SAIA

SAIA is our Scalable Artificial Intelligence (AI) Accelerator that hosts our AI services. Such services include Chat AI and CoCo AI, with more to be added soon. SAIA API (application programming interface) keys can be requested and used to access the services from within your code. API keys are not necessary to use the Chat AI web interface.

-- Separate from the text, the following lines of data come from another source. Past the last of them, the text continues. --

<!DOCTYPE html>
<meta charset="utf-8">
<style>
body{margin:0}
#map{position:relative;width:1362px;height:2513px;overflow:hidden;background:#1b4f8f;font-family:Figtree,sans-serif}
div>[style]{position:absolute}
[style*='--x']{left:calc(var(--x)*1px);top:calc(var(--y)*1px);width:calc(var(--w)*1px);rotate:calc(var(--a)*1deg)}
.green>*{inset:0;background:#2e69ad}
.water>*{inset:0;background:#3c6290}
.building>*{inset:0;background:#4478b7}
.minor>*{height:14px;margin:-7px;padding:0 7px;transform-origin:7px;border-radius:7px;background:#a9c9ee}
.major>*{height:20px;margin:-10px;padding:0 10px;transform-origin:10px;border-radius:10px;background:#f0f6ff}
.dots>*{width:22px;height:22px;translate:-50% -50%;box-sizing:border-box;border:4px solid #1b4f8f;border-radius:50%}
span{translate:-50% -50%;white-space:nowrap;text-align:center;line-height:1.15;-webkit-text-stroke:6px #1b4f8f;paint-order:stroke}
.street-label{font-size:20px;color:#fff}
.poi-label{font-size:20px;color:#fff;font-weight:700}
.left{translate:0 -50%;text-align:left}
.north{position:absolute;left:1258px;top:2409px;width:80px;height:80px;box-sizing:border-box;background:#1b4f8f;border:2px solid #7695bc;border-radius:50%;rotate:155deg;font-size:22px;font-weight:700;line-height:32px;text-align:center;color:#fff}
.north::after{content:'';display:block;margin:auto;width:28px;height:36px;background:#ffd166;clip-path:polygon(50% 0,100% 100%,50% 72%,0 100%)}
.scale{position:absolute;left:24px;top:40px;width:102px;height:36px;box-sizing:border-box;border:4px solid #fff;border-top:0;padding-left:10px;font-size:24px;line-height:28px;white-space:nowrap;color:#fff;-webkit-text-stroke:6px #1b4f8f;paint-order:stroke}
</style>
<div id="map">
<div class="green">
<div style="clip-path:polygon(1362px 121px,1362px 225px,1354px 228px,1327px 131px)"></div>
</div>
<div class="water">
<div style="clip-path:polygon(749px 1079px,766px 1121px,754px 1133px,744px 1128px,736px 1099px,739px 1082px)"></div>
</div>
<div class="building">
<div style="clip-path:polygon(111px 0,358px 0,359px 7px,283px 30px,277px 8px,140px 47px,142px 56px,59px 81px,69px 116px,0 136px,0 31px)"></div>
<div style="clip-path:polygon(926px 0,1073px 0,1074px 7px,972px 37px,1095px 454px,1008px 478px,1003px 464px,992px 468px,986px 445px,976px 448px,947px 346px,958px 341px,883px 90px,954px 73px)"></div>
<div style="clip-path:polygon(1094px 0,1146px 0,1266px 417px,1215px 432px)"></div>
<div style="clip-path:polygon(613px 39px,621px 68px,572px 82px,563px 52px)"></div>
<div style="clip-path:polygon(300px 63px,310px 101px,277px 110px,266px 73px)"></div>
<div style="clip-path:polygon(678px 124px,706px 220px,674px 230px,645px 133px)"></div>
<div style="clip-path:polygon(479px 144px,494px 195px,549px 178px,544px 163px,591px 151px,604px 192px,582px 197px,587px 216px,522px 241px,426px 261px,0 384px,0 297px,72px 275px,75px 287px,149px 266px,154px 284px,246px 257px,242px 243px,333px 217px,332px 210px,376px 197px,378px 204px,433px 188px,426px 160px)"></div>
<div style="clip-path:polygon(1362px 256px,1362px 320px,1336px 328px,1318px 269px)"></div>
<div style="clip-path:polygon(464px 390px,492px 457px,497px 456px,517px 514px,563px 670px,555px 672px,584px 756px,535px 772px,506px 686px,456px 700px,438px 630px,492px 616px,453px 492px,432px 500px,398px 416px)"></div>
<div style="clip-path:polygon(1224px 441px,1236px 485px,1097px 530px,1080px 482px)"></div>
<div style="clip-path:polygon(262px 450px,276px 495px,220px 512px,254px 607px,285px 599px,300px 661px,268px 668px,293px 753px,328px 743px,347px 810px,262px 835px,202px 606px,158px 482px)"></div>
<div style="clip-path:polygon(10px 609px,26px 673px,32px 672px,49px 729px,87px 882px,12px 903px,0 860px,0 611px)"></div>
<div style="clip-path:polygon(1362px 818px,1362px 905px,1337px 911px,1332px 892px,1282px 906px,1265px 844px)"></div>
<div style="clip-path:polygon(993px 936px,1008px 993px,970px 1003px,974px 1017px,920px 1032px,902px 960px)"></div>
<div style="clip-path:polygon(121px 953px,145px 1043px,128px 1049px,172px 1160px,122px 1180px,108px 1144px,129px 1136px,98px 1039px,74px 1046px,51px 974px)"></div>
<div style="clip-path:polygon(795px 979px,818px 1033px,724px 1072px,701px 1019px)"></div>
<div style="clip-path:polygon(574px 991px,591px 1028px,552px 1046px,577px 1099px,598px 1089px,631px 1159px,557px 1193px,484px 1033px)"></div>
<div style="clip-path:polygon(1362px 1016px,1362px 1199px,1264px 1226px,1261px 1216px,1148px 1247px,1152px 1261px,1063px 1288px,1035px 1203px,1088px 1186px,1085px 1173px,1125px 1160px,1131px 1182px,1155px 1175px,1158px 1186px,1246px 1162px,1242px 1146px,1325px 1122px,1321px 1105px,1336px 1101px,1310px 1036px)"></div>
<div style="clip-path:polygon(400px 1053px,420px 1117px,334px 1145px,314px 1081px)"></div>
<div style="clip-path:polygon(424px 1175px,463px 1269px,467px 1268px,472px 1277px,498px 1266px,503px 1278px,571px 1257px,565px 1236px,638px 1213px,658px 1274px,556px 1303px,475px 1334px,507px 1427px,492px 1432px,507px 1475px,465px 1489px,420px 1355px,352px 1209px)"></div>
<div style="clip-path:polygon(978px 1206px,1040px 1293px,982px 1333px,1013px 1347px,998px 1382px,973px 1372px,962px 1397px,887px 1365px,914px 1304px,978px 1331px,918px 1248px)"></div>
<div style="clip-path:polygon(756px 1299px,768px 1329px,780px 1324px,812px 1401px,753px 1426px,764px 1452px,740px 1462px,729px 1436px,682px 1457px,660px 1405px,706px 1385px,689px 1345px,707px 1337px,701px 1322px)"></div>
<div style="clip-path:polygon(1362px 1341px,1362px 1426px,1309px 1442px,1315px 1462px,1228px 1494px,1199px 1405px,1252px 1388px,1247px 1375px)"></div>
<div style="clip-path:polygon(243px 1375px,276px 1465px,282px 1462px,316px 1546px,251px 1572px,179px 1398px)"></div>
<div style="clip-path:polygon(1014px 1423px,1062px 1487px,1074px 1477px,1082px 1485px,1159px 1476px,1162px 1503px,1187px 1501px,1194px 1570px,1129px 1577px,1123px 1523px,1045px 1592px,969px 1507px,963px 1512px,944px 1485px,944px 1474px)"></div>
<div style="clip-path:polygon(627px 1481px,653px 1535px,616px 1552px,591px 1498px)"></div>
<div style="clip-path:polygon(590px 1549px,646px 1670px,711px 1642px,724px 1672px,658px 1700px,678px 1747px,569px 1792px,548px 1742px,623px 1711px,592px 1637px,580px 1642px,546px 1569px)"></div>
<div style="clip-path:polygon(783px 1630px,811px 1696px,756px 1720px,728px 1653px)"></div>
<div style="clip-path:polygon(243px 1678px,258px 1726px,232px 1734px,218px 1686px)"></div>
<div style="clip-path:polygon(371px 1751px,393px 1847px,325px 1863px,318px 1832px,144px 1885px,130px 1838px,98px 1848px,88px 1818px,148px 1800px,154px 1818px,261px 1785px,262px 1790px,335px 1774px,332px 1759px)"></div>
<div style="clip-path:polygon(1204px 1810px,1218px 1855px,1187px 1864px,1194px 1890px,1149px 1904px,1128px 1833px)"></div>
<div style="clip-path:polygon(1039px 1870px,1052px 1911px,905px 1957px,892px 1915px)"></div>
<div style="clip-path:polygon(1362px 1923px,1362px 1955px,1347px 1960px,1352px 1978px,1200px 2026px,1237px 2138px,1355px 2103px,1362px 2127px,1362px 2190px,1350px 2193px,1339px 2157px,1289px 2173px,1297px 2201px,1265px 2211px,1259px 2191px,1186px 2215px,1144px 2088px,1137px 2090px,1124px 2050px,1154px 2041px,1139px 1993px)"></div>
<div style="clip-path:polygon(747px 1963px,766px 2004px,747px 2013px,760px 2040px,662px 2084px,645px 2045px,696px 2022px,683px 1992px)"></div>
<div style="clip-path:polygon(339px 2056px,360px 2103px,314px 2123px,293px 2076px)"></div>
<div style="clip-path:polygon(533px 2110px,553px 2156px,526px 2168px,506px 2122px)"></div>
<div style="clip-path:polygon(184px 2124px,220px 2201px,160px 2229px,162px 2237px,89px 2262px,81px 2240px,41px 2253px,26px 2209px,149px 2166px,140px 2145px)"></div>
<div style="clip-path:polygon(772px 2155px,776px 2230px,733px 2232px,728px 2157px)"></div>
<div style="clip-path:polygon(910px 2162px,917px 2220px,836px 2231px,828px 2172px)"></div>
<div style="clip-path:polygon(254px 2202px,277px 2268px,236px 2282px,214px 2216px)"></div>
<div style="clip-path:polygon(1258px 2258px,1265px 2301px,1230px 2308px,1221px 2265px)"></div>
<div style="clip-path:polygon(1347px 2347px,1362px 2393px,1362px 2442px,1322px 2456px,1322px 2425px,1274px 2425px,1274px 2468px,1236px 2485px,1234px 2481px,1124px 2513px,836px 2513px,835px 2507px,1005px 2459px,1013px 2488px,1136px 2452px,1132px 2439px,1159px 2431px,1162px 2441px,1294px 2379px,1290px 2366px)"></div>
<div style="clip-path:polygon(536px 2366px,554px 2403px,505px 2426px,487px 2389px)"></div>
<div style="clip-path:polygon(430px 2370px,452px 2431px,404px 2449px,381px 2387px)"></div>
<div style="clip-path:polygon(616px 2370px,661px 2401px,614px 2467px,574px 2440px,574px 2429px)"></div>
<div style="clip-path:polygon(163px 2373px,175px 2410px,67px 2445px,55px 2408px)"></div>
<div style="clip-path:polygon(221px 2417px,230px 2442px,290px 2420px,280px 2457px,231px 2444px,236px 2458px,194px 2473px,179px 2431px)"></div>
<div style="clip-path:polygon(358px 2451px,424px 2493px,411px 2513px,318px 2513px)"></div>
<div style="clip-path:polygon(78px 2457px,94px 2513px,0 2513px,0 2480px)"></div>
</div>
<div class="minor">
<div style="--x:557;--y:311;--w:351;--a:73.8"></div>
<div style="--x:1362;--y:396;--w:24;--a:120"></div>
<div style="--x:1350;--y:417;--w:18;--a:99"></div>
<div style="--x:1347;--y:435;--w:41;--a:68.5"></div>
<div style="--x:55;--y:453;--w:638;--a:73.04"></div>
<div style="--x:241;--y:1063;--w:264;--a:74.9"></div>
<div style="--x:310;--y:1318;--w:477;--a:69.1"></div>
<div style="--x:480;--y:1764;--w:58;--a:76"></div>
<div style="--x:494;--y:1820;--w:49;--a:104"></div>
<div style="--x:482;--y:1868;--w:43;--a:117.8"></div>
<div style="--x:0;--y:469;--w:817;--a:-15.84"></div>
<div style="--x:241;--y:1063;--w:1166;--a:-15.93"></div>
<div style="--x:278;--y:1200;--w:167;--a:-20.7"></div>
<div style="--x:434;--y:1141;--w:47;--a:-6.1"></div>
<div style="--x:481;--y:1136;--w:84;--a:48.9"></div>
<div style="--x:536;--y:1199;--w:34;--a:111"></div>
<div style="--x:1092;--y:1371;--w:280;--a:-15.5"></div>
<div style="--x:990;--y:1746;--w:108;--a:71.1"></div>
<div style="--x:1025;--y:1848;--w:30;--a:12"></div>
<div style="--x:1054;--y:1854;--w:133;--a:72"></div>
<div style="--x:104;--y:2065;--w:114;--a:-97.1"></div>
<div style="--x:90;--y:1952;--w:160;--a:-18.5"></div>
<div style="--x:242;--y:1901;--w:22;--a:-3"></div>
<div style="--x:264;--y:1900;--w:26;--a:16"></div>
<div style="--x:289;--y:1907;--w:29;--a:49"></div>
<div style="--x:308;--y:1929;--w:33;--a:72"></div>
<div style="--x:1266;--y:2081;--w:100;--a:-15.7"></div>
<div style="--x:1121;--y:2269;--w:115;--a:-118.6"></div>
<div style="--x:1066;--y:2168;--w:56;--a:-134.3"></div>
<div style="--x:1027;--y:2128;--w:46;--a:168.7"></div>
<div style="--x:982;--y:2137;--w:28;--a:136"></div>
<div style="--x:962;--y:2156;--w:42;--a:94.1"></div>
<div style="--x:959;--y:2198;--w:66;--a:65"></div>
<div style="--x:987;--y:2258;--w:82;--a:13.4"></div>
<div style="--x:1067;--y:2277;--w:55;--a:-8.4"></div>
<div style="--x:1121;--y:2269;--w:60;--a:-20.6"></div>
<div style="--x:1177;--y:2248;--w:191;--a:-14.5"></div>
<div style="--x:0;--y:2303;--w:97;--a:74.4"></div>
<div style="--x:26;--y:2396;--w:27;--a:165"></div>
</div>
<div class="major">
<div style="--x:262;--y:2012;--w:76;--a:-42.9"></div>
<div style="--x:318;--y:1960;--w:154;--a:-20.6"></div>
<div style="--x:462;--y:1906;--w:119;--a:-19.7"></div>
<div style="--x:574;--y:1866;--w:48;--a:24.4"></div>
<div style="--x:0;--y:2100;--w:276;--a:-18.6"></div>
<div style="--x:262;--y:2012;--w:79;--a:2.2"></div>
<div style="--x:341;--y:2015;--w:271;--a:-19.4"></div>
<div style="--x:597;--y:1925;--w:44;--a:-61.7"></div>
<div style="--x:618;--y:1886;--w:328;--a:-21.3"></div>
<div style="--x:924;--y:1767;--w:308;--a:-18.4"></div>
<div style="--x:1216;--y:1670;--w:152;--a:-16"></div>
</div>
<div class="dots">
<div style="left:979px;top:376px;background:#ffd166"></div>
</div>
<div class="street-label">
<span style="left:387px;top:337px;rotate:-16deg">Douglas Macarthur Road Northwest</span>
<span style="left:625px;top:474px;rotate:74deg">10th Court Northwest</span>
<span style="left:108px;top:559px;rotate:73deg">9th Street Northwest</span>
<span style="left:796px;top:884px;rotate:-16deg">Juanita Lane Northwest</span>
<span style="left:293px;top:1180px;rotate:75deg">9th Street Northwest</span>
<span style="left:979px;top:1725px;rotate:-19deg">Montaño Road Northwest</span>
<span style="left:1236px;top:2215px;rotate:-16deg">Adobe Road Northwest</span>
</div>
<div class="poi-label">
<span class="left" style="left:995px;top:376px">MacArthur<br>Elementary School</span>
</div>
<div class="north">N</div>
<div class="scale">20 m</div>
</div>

SAIA Workflow SAIA Workflow

API Request

If a user has an API key, they can use the available models from within their terminal or python scripts. To get access to an API key, go to the KISSKI LLM Service page and click on “Book”. There you will find a form to fill out with your credentials and intentions with the API key. Please use the same email address as is assigned to your AcademicCloud account. Once received, DO NOT share your API key with other users!

API Booking API Booking

API Usage

The API service is compatible with the OpenAI API standard. We provide the following endpoints:

  • /chat/completions
  • /completions

API Use Cases

You can use your API key to access Chat AI directly from your terminal. Here is an example of how to do text completion with the API.

curl -i -X POST \
  --url https://chat-ai.academiccloud.de/v1/completions \
  --header 'Accept: application/json' \
  --header 'Authorization: Bearer <api_key>' \
  --header 'Content-Type: application/json'\
  --data '{                    
  "model": "meta-llama-3-8b-instruct",
  "prompt": "San Francisco is a",
  "max_tokens": 7,
  "temperature": 0
}'

Take care to replace the <api_key> with your own API key. All the model names available are:

  • “meta-llama-3.1-8b-instruct”
  • “meta-llama-3.1-70b-instruct”
  • “llama-3.1-sauerkrautlm-70b-instruct”
  • “codestral-22b”
  • “qwen-2-72b-instruct”

The OpenAI GPT 3.5 and 4 models are not available for API usage. For configuring your own requests in greater detail, such as setting the frequency_penalty,seed,max_tokens and more, refer to the openai API reference page.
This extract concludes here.